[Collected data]
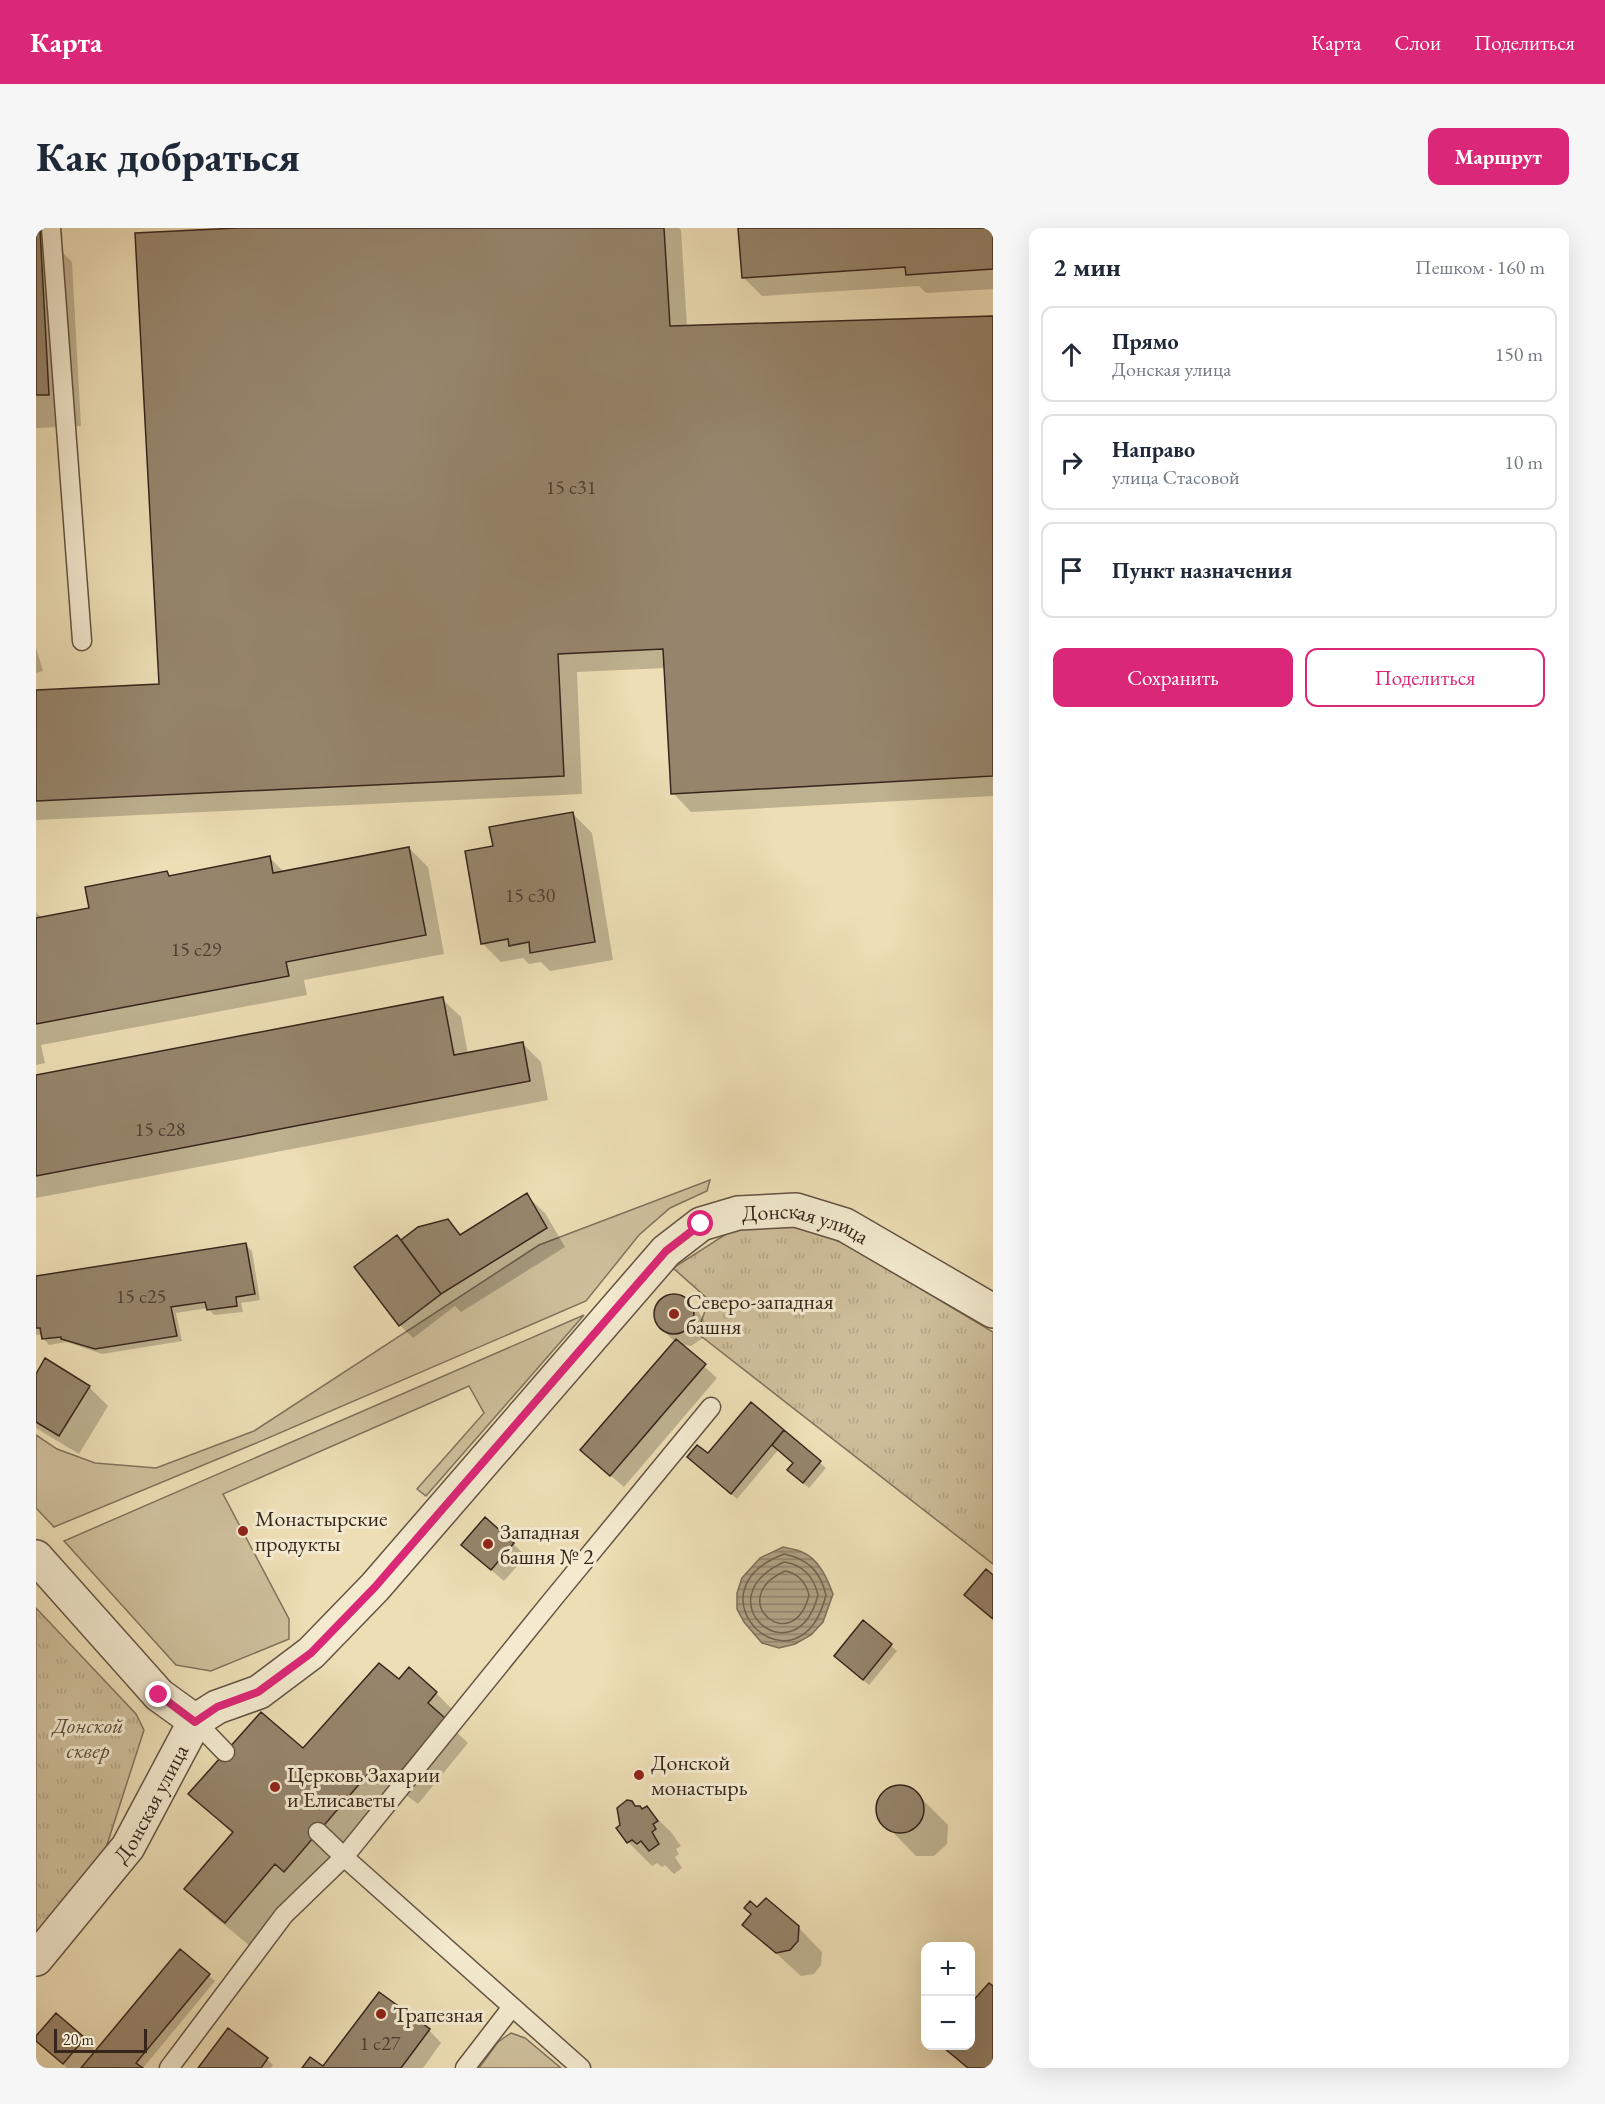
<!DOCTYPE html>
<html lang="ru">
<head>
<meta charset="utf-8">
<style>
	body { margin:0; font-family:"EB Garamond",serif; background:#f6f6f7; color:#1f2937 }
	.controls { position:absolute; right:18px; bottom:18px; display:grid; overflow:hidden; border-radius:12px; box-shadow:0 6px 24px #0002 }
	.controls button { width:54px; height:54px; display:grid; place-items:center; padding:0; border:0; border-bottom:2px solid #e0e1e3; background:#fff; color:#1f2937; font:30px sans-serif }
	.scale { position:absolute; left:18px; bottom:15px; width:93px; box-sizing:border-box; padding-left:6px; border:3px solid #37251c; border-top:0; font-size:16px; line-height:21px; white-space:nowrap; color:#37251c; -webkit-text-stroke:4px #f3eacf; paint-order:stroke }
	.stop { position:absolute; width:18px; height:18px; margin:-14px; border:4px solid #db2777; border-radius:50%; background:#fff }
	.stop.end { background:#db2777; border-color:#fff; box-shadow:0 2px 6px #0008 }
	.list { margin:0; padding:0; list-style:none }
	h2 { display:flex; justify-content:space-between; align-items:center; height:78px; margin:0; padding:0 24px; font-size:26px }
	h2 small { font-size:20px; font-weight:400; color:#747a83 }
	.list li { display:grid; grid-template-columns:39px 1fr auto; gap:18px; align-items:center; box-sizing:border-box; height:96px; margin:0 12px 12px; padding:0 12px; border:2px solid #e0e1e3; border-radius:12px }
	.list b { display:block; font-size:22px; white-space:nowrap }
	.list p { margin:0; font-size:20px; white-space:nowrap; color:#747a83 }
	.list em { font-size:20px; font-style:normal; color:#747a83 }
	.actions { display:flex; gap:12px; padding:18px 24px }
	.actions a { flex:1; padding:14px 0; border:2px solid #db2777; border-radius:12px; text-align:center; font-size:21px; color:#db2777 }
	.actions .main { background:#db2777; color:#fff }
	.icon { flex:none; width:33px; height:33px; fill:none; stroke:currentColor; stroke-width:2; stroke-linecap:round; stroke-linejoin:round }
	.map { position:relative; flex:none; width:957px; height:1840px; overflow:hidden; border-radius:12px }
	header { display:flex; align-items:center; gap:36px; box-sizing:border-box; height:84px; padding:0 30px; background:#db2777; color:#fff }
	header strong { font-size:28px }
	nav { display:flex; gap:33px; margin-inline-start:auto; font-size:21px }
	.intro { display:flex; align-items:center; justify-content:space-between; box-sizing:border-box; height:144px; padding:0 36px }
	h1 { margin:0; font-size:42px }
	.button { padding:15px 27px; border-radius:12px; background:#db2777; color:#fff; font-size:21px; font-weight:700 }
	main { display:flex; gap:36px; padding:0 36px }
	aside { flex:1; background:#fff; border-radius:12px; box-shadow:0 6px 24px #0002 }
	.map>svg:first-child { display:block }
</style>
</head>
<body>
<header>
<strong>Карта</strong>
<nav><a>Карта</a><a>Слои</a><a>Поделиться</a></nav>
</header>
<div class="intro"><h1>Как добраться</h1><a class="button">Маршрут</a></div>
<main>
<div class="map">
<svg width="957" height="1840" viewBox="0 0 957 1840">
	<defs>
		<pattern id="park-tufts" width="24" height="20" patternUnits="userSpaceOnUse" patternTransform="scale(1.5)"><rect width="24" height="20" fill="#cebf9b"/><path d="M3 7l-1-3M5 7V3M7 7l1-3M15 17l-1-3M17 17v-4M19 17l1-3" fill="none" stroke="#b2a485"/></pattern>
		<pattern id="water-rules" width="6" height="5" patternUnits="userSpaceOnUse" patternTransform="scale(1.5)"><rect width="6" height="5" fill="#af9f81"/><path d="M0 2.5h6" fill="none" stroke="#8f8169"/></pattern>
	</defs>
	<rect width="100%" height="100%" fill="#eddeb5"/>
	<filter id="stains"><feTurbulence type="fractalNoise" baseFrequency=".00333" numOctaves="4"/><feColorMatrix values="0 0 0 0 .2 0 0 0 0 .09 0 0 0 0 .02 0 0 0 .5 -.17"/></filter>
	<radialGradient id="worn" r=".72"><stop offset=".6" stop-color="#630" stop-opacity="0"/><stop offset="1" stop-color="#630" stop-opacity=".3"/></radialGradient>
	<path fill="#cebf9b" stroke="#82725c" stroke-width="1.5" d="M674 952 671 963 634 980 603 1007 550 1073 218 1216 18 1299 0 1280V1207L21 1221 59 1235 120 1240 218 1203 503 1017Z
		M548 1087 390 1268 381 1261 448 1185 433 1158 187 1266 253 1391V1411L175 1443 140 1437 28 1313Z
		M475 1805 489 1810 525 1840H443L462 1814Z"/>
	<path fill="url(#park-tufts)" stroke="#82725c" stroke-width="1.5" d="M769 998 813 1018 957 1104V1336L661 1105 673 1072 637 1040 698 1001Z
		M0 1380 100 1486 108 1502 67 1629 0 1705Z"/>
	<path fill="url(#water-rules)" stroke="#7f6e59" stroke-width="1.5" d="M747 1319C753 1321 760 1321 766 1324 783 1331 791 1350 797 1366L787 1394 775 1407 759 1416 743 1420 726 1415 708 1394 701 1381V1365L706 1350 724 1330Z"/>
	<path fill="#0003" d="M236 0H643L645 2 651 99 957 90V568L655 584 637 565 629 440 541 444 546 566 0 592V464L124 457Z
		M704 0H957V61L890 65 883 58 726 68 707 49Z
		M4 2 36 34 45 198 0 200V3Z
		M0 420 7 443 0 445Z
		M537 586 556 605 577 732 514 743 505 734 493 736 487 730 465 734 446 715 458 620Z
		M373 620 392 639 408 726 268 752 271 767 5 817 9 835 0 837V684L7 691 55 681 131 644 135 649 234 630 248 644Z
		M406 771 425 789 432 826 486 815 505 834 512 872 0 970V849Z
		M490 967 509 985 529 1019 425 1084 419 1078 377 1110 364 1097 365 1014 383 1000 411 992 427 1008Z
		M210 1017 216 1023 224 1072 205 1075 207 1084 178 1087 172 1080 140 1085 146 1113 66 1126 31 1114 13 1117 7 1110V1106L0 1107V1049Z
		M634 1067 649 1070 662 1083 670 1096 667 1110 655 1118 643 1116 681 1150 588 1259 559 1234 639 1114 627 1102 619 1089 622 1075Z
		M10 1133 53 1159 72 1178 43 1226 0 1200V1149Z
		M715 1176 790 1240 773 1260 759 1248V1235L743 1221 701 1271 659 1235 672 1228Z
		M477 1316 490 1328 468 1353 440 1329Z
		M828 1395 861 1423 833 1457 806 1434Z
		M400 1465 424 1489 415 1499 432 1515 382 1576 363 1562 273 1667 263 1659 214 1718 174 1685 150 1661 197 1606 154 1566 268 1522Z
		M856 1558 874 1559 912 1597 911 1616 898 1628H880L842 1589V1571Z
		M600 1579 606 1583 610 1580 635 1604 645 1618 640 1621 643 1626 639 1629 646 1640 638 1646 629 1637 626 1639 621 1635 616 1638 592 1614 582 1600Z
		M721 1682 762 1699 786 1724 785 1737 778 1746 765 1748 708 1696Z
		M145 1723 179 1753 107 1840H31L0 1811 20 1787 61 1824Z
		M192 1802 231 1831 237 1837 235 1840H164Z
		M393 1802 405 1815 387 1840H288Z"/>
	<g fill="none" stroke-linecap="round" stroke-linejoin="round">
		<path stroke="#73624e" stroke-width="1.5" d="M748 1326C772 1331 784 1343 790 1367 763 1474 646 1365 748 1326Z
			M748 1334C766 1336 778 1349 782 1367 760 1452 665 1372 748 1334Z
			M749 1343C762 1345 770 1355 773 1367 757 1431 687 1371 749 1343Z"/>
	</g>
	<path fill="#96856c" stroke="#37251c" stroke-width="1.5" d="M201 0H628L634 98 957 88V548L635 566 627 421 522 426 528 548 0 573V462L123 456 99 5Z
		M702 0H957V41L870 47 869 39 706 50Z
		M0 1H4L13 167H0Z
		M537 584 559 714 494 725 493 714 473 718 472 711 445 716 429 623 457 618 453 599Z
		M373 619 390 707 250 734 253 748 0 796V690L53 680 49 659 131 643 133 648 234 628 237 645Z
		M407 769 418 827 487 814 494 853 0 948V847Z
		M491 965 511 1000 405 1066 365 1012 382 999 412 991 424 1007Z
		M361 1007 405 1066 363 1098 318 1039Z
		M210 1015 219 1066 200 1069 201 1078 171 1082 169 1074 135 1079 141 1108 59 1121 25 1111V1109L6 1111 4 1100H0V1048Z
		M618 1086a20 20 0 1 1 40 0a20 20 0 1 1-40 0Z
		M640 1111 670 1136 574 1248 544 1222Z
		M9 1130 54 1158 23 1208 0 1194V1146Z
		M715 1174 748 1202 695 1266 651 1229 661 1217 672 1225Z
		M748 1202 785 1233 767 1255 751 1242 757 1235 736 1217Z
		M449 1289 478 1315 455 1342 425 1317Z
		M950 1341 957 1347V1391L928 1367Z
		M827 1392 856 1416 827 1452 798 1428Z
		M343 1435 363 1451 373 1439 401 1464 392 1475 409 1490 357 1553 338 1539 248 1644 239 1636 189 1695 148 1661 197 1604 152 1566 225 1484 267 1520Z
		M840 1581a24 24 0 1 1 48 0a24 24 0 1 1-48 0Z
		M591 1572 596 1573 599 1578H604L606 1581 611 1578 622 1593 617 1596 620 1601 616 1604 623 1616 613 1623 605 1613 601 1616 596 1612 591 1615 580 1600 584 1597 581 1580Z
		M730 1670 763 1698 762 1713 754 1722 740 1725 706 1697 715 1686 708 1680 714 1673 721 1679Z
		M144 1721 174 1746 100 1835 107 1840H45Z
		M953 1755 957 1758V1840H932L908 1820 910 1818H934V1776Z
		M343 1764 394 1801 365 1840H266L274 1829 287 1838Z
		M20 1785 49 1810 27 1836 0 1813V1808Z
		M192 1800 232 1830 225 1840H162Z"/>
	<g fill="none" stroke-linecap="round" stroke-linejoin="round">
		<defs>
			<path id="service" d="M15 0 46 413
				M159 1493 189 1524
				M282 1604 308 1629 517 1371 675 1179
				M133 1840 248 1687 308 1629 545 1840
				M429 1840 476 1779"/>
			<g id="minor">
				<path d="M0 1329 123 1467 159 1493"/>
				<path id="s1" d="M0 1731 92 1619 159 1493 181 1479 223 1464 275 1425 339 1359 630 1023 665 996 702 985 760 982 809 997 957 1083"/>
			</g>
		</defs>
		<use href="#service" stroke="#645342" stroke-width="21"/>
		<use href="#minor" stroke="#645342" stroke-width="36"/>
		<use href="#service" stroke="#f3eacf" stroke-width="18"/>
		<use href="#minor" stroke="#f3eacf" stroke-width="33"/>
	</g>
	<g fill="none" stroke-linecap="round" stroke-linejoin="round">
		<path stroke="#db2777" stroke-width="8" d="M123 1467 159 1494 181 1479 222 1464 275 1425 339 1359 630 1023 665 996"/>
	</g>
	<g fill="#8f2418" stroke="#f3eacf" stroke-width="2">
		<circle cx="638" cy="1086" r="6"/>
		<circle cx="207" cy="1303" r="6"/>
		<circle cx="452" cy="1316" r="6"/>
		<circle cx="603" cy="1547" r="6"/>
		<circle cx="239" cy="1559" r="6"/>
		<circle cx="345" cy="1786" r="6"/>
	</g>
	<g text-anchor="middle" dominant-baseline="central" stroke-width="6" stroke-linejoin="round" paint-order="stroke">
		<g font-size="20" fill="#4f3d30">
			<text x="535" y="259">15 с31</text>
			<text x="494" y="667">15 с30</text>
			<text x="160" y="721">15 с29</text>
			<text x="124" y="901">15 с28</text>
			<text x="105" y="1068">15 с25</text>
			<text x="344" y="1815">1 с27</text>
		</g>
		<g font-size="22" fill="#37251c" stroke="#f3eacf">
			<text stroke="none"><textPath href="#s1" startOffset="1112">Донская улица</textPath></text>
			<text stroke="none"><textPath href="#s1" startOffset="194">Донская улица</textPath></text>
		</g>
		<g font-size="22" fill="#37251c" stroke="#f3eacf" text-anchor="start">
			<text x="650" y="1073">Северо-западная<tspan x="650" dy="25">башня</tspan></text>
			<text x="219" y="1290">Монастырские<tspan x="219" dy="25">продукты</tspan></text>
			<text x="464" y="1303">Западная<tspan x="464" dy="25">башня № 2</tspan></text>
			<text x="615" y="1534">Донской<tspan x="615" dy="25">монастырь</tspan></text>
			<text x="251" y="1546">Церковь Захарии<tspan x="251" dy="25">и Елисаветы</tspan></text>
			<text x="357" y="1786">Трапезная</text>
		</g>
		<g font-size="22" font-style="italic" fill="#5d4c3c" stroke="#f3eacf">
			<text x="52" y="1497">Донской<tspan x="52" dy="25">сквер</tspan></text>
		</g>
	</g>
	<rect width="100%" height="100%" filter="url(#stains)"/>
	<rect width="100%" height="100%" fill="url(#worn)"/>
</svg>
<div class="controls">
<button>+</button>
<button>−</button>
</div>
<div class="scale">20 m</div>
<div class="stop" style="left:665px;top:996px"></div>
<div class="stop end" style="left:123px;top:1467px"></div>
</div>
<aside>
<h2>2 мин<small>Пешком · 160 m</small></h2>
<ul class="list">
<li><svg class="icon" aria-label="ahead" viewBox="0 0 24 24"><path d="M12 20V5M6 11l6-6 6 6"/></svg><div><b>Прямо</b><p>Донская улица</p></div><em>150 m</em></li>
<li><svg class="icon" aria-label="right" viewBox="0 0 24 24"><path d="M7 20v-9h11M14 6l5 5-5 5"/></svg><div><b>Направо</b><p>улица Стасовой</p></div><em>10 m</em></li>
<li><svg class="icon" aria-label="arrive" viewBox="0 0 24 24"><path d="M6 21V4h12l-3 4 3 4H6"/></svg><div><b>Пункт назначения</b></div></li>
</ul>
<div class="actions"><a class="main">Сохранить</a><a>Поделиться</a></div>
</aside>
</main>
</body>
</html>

> _THE PROBLEM_: Return exactly the lines above from the line that has "M393 1802 405" through the line that has "M133 1840 248 1687 308 1629 545 1840", inclusive, and nothing else.

> _RESULT_:
		M393 1802 405 1815 387 1840H288Z"/>
	<g fill="none" stroke-linecap="round" stroke-linejoin="round">
		<path stroke="#73624e" stroke-width="1.5" d="M748 1326C772 1331 784 1343 790 1367 763 1474 646 1365 748 1326Z
			M748 1334C766 1336 778 1349 782 1367 760 1452 665 1372 748 1334Z
			M749 1343C762 1345 770 1355 773 1367 757 1431 687 1371 749 1343Z"/>
	</g>
	<path fill="#96856c" stroke="#37251c" stroke-width="1.5" d="M201 0H628L634 98 957 88V548L635 566 627 421 522 426 528 548 0 573V462L123 456 99 5Z
		M702 0H957V41L870 47 869 39 706 50Z
		M0 1H4L13 167H0Z
		M537 584 559 714 494 725 493 714 473 718 472 711 445 716 429 623 457 618 453 599Z
		M373 619 390 707 250 734 253 748 0 796V690L53 680 49 659 131 643 133 648 234 628 237 645Z
		M407 769 418 827 487 814 494 853 0 948V847Z
		M491 965 511 1000 405 1066 365 1012 382 999 412 991 424 1007Z
		M361 1007 405 1066 363 1098 318 1039Z
		M210 1015 219 1066 200 1069 201 1078 171 1082 169 1074 135 1079 141 1108 59 1121 25 1111V1109L6 1111 4 1100H0V1048Z
		M618 1086a20 20 0 1 1 40 0a20 20 0 1 1-40 0Z
		M640 1111 670 1136 574 1248 544 1222Z
		M9 1130 54 1158 23 1208 0 1194V1146Z
		M715 1174 748 1202 695 1266 651 1229 661 1217 672 1225Z
		M748 1202 785 1233 767 1255 751 1242 757 1235 736 1217Z
		M449 1289 478 1315 455 1342 425 1317Z
		M950 1341 957 1347V1391L928 1367Z
		M827 1392 856 1416 827 1452 798 1428Z
		M343 1435 363 1451 373 1439 401 1464 392 1475 409 1490 357 1553 338 1539 248 1644 239 1636 189 1695 148 1661 197 1604 152 1566 225 1484 267 1520Z
		M840 1581a24 24 0 1 1 48 0a24 24 0 1 1-48 0Z
		M591 1572 596 1573 599 1578H604L606 1581 611 1578 622 1593 617 1596 620 1601 616 1604 623 1616 613 1623 605 1613 601 1616 596 1612 591 1615 580 1600 584 1597 581 1580Z
		M730 1670 763 1698 762 1713 754 1722 740 1725 706 1697 715 1686 708 1680 714 1673 721 1679Z
		M144 1721 174 1746 100 1835 107 1840H45Z
		M953 1755 957 1758V1840H932L908 1820 910 1818H934V1776Z
		M343 1764 394 1801 365 1840H266L274 1829 287 1838Z
		M20 1785 49 1810 27 1836 0 1813V1808Z
		M192 1800 232 1830 225 1840H162Z"/>
	<g fill="none" stroke-linecap="round" stroke-linejoin="round">
		<defs>
			<path id="service" d="M15 0 46 413
				M159 1493 189 1524
				M282 1604 308 1629 517 1371 675 1179
				M133 1840 248 1687 308 1629 545 1840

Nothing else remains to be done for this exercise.